Collected data entries:
--- --- ---

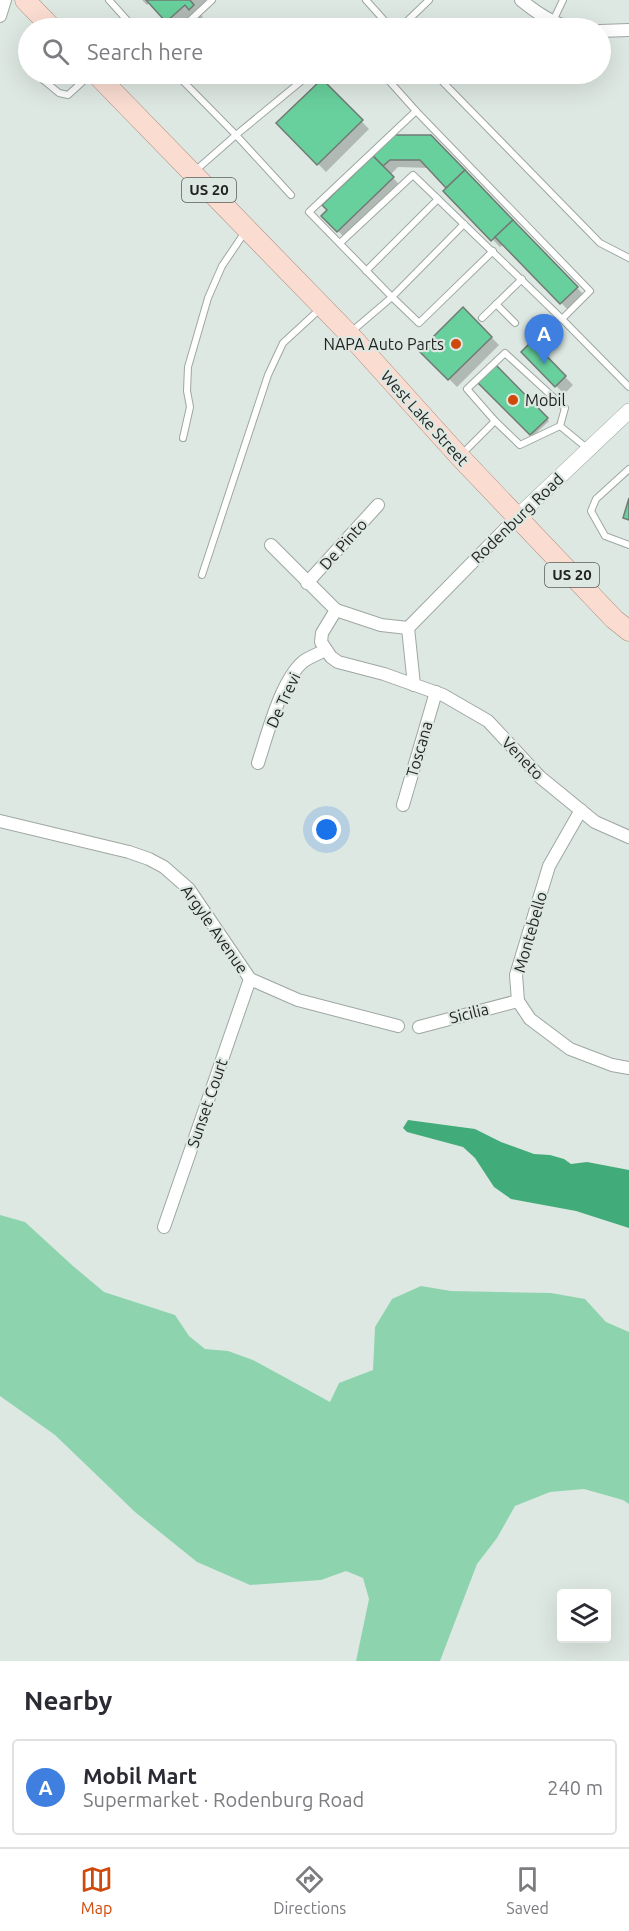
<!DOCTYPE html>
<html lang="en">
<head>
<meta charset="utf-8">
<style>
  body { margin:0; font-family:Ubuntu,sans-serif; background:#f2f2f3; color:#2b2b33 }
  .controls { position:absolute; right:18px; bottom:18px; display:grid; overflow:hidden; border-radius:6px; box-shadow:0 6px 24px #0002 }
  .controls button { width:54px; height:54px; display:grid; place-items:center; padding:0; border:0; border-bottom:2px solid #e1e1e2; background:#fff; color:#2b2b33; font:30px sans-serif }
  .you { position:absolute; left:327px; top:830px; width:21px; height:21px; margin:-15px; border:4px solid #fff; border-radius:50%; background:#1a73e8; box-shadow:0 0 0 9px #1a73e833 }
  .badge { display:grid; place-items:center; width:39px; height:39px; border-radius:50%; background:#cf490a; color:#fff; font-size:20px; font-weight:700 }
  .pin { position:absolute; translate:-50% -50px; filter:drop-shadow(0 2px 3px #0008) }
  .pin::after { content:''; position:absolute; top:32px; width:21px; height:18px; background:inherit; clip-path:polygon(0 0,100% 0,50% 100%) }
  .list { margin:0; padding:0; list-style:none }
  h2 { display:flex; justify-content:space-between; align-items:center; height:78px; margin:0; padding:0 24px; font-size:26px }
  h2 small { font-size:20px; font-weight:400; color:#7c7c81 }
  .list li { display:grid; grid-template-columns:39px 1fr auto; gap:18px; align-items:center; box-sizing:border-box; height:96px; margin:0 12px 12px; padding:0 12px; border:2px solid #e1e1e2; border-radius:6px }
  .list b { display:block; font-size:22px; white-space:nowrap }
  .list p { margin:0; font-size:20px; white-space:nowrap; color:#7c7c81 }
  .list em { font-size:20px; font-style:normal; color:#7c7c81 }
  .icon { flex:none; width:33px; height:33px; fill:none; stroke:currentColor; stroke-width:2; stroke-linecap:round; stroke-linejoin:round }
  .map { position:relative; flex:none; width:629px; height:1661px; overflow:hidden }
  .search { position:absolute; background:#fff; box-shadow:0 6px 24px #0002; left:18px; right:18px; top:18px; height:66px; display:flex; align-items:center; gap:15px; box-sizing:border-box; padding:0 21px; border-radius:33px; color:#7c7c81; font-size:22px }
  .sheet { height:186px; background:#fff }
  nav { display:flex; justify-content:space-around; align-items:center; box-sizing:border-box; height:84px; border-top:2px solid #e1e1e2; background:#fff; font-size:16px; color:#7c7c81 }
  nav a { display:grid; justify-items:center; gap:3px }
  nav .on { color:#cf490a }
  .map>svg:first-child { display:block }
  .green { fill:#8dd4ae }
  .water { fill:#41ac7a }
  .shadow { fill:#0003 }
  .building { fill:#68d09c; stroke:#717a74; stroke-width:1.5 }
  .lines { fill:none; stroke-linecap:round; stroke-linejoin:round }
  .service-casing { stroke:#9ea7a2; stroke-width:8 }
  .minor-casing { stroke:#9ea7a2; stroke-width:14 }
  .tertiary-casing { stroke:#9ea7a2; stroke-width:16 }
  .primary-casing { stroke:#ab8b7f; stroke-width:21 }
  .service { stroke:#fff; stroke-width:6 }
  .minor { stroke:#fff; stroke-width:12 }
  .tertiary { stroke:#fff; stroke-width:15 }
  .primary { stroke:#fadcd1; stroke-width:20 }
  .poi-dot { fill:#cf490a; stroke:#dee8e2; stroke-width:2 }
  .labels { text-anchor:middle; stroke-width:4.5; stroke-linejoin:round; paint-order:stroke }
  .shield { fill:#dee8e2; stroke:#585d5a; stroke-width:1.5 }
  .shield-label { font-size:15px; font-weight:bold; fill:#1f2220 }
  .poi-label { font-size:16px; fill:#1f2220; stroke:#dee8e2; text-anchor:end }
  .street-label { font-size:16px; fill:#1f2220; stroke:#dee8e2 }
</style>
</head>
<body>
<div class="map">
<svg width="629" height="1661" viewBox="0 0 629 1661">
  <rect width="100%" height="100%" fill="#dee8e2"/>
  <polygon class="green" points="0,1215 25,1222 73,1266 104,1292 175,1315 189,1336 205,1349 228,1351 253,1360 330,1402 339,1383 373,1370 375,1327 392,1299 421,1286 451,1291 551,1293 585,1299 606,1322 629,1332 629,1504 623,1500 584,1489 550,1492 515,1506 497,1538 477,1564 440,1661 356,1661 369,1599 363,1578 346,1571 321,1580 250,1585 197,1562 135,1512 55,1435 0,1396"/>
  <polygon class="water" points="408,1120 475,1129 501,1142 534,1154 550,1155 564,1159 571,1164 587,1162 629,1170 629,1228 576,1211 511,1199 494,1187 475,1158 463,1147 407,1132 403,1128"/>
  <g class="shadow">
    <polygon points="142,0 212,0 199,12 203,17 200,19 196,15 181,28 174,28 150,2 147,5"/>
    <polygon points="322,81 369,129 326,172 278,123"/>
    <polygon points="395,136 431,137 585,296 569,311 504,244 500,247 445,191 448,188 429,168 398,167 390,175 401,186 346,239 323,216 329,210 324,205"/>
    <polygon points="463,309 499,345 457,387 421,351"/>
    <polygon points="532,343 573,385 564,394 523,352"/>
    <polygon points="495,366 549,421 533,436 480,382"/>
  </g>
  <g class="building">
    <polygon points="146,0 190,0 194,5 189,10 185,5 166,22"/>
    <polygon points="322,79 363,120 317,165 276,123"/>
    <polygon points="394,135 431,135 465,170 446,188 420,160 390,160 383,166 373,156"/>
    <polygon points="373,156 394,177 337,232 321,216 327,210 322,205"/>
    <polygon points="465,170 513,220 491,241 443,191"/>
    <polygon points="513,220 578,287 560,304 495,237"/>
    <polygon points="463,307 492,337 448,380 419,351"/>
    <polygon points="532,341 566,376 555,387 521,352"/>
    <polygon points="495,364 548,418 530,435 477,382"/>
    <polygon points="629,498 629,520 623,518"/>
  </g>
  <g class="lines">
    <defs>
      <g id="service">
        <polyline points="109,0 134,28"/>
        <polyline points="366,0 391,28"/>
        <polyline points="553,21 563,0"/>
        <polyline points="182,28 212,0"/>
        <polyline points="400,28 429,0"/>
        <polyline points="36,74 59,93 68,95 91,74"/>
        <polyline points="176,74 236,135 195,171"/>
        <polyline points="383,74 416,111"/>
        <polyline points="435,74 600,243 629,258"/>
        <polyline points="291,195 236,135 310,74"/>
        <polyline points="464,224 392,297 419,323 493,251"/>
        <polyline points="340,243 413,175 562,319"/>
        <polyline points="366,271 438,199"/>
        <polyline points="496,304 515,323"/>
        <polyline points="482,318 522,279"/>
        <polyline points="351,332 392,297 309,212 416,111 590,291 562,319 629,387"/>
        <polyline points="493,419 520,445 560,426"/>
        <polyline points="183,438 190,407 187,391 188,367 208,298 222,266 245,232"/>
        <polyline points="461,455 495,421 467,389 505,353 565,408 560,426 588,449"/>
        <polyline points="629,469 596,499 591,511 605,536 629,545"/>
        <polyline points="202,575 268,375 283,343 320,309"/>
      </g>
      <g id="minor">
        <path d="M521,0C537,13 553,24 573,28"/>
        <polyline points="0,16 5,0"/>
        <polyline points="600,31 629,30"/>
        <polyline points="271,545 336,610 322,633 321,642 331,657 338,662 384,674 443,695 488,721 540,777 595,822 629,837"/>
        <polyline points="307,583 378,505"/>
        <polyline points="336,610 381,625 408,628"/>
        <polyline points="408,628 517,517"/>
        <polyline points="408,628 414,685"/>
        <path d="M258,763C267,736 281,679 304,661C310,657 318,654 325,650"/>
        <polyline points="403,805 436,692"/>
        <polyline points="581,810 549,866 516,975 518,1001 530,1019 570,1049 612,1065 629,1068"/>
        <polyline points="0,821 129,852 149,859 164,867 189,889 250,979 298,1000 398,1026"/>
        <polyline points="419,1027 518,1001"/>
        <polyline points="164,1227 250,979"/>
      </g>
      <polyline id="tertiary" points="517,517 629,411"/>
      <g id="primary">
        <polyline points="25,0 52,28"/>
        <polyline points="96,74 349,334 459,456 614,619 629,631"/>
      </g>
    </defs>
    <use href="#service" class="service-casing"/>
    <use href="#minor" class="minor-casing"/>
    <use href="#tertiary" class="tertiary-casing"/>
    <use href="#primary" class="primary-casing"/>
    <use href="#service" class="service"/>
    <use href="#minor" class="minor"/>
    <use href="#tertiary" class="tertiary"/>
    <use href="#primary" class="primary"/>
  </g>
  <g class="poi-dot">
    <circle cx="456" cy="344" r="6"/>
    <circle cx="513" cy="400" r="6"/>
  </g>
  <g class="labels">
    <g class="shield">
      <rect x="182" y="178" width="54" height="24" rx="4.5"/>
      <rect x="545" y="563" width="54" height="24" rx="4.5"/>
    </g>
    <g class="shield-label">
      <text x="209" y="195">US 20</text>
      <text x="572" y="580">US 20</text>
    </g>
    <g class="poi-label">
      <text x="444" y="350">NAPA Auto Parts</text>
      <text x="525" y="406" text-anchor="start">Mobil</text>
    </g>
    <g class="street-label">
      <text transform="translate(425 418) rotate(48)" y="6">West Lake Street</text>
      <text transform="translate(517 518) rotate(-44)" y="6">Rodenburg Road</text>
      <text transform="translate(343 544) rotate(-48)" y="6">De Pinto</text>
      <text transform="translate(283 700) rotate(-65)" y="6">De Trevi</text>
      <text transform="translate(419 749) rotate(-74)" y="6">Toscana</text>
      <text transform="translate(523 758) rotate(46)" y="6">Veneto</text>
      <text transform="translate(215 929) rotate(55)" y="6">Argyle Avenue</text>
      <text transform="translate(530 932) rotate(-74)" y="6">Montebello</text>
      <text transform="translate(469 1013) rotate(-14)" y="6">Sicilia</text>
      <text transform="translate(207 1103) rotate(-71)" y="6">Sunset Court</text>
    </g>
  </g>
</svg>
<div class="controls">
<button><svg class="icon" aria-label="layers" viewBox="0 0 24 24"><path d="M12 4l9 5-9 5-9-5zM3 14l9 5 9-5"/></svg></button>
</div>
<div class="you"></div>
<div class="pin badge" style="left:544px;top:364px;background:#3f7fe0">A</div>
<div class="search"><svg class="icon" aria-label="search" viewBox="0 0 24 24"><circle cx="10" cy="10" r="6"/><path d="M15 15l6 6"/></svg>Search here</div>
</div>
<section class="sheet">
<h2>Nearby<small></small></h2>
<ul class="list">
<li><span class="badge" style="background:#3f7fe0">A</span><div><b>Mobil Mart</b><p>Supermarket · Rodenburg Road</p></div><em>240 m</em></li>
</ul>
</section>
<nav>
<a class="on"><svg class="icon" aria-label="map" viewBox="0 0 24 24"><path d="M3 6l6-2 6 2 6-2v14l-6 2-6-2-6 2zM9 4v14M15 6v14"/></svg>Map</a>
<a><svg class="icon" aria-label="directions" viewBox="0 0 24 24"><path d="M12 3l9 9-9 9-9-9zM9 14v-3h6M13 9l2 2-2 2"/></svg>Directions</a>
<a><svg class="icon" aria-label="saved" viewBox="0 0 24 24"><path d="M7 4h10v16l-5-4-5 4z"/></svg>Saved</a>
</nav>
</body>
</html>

--- --- ---

PROMPT: Leaving out every picture, repeat exactly the lines of the records from the start through the line that has "margin:0; font-family:Ubuntu,sans-serif; background:#f2f2f3;".

RESULT FOR THIS EXERCISE:
<!DOCTYPE html>
<html lang="en">
<head>
<meta charset="utf-8">
<style>
  body { margin:0; font-family:Ubuntu,sans-serif; background:#f2f2f3; color:#2b2b33 }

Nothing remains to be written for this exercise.